Canadian researchers have discovered a new kind of organism that’s so different from other living things that it doesn’t fit into the plant kingdom, the animal kingdom, or any other kingdom used to classify known organisms.
Two species of the microscopic organisms, called hemimastigotes, were found in dirt collected on a whim during a hike in Nova Scotia by Dalhousie University graduate student Yana Eglit.
A genetic analysis shows they’re more different from other organisms than animals and fungi (which are in different kingdoms) are from each other, representing a completely new part of the tree of life, Eglit and her colleagues report this week in the journal Nature.
“They represent a major branch… that we didn’t know we were missing,” said Dalhousie biology professor Alastair Simpson, Eglit’s supervisor and co-author of the new study.
“There’s nothing we know that’s closely related to them.”

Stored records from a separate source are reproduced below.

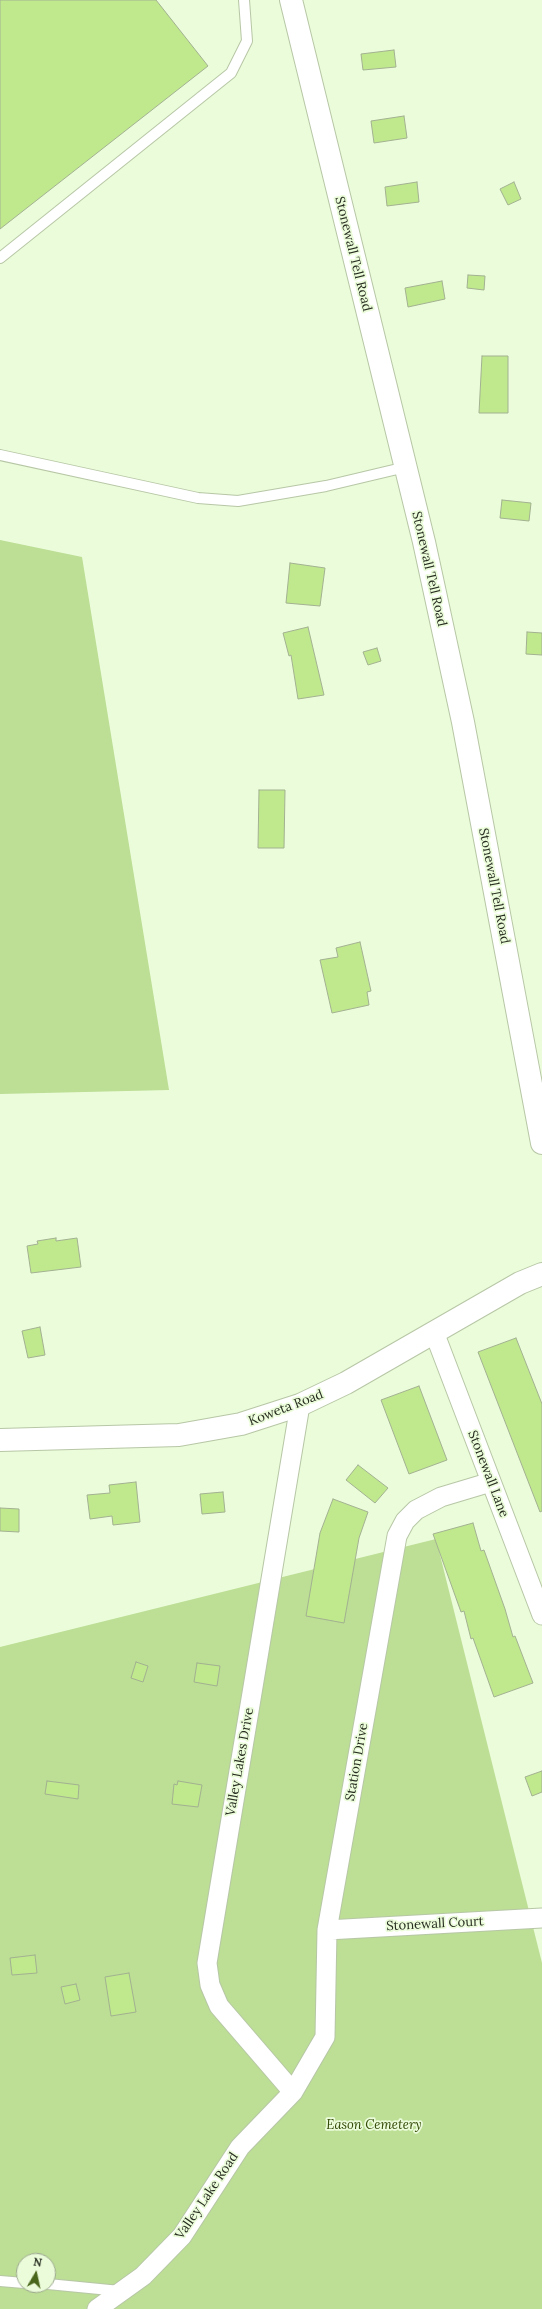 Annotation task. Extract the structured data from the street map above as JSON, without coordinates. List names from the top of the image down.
{
  "streets": {
    "street": [
      "Stonewall Tell Road",
      "Koweta Road",
      "Stonewall Lane",
      "Valley Lakes Drive",
      "Station Drive",
      "Stonewall Court",
      "Valley Lake Road"
    ]
  },
  "crossings": [
    ["Koweta Road", "Stonewall Lane"],
    ["Koweta Road", "Valley Lakes Drive"],
    ["Stonewall Lane", "Station Drive"],
    ["Valley Lakes Drive", "Station Drive"],
    ["Valley Lakes Drive", "Valley Lake Road"],
    ["Station Drive", "Stonewall Court"],
    ["Station Drive", "Valley Lake Road"]
  ],
  "parks": ["Eason Cemetery"],
  "north": "top"
} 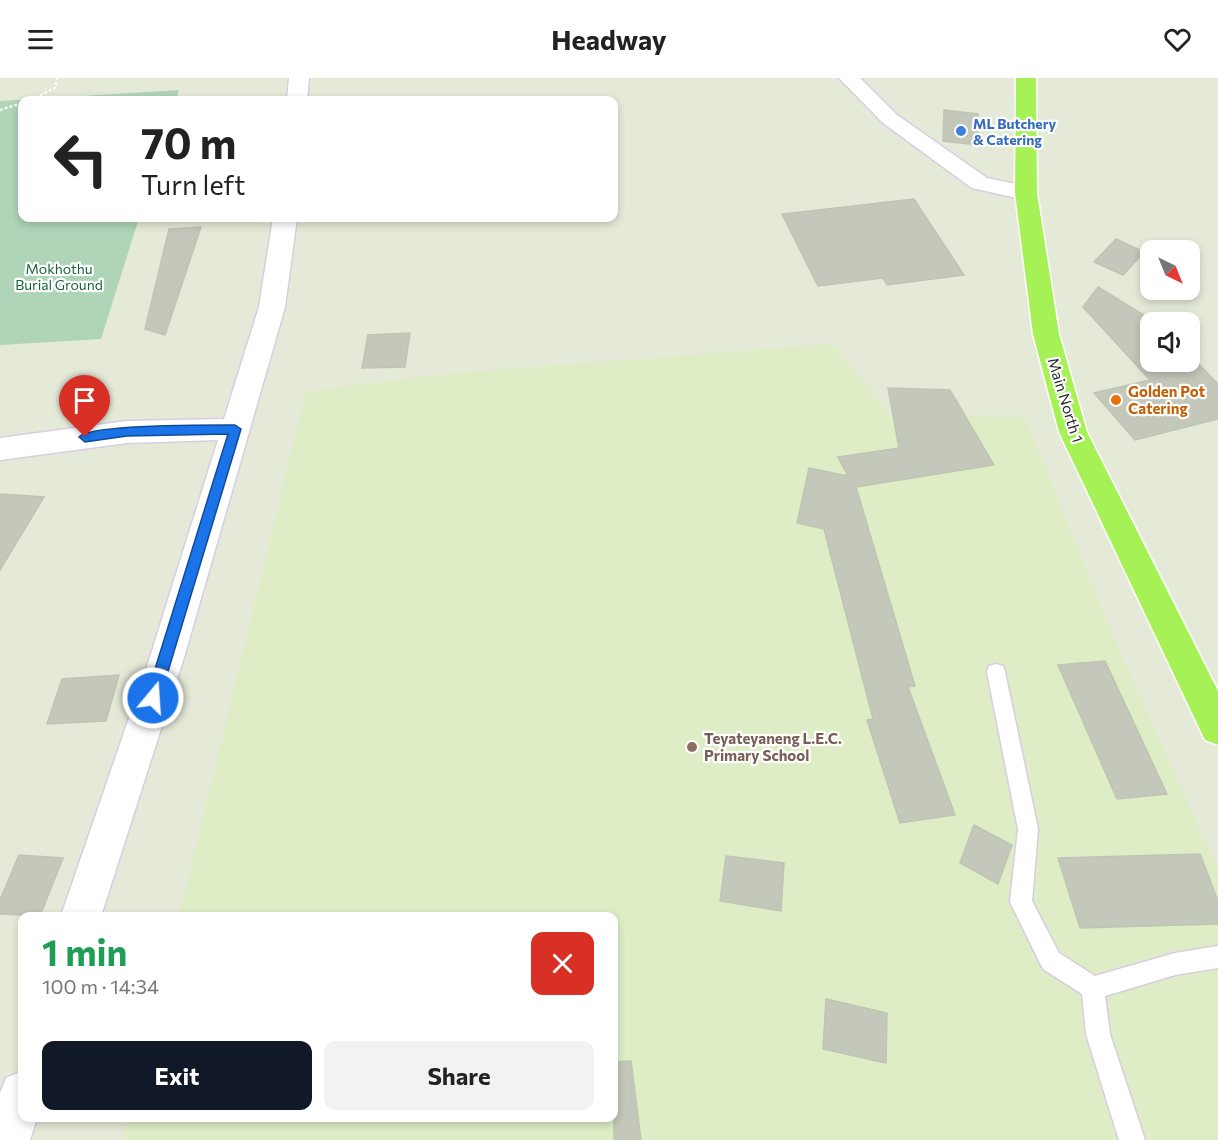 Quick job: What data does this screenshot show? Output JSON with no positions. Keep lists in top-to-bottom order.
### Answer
{
  "streets": {
    "main road": ["Main North 1"]
  },
  "parks": ["Mokhothu Burial Ground"],
  "places": ["ML Butchery & Catering", "Golden Pot Catering", "Teyateyaneng L.E.C. Primary School"],
  "north": "bottom right",
  "page": {
    "header": "Headway",
    "turn": ["70 m", "Turn left"],
    "heading": ["1 min", "100 m · 14:34"],
    "buttons": ["Exit", "Share"]
  }
} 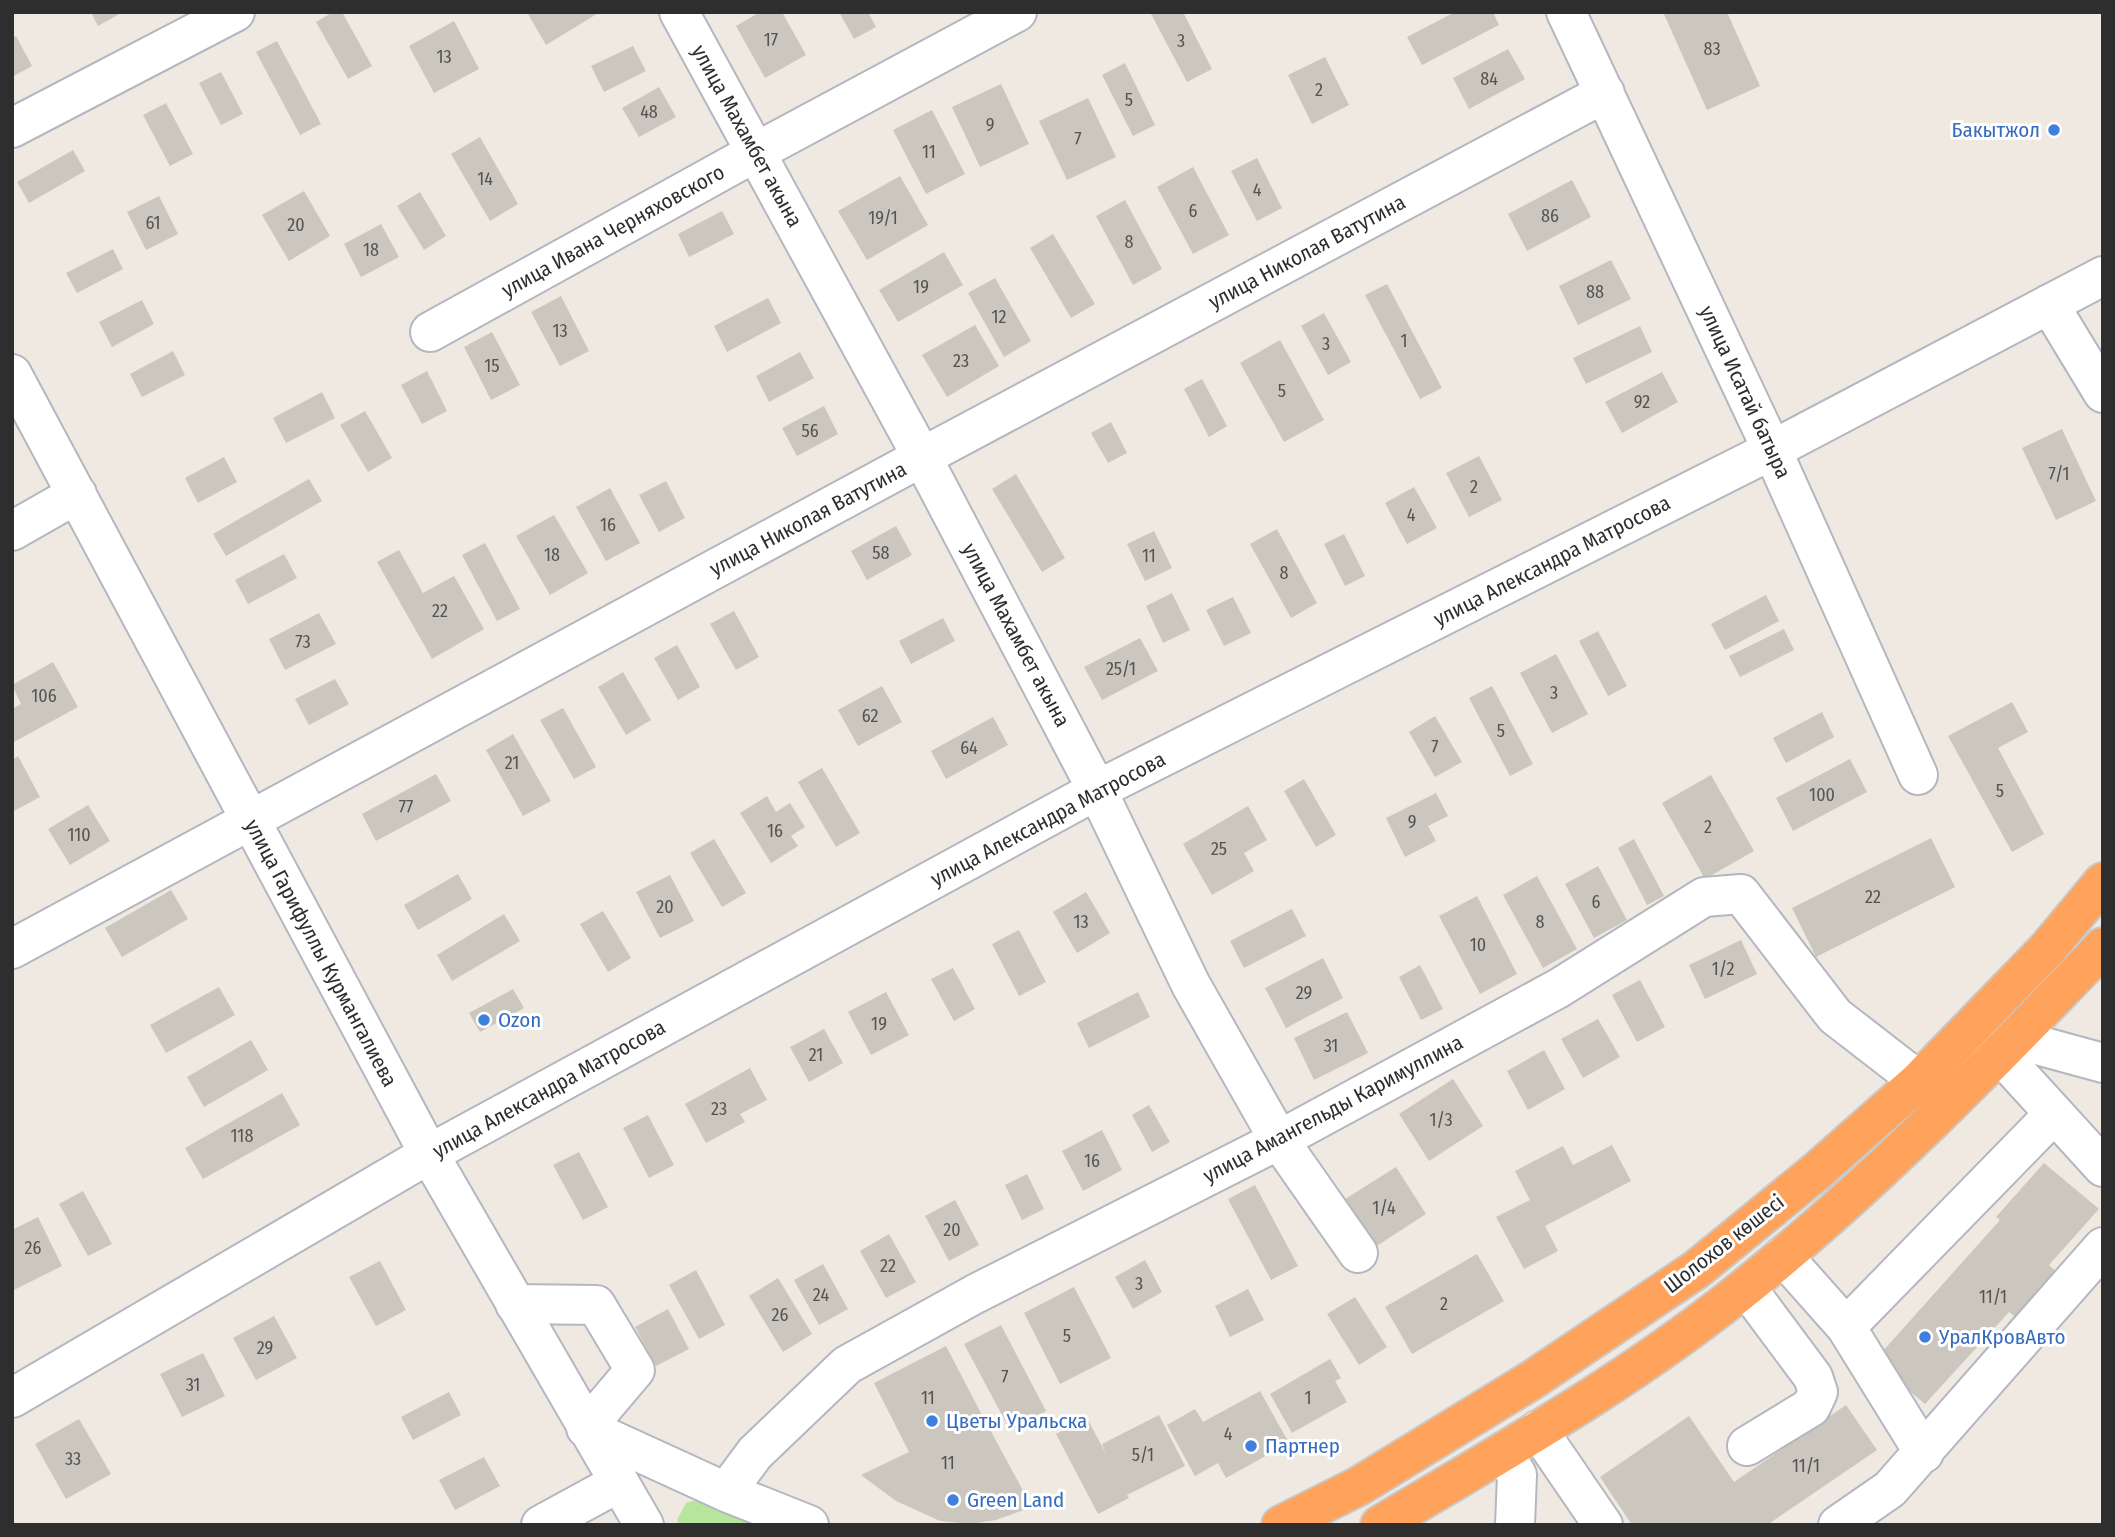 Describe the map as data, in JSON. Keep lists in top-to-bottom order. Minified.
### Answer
{"streets":{"highway":["Шолохов көшесі"],"street":["улица Махамбет акына","улица Ивана Черняховского","улица Николая Ватутина","улица Исатай батыра","улица Александра Матросова","улица Гарифуллы Курмангалиева","улица Амангельды Каримуллина"]},"crossings":[["улица Махамбет акына","улица Ивана Черняховского"],["улица Махамбет акына","улица Николая Ватутина"],["улица Махамбет акына","улица Александра Матросова"],["улица Махамбет акына","улица Амангельды Каримуллина"],["улица Николая Ватутина","улица Исатай батыра"],["улица Николая Ватутина","улица Гарифуллы Курмангалиева"],["улица Исатай батыра","улица Александра Матросова"],["улица Александра Матросова","улица Гарифуллы Курмангалиева"],["улица Амангельды Каримуллина","Шолохов көшесі"]],"places":["Бакытжол","Ozon","УралКровАвто","Цветы Уральска","Партнер","Green Land"],"house_numbers":["17","3","83","13","84","2","5","48","9","7","11","14","4","6","86","19/1","61","20","8","18","19","88","12","13","1","3","23","15","5","92","56","7/1","2","4","16","58","18","11","8","22","73","25/1","3","106","62","5","7","64","21","5","100","77","9","2","16","110","25","22","6","20","13","8","10","1/2","29","19","31","21","23","1/3","118","16","1/4","20","26","22","3","24","11/1","2","26","5","29","7","31","11","1","4","5/1","33","11","11/1"]}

In fact, he estimates you’d have to go back a billion years — about 500 million years before the first animals arose — before you could find a common ancestor of hemimastigotes and any other known living things.
The hemimastigotes analyzed by the Dalhousie team were found by Eglit during a spring hike with some other students along the Bluff Wilderness Trail outside Halifax a couple of years ago. She often has empty sample vials in her pockets or bags, and scooped a few tablespoons of dirt into one of them from the side of the trail.
Back at the lab, she soaked the dirt in water, which often revives microbes that have gone dormant, waiting for the next big rainstorm. Over the next few weeks, she checked on the dish through a microscope to see what might be swimming around.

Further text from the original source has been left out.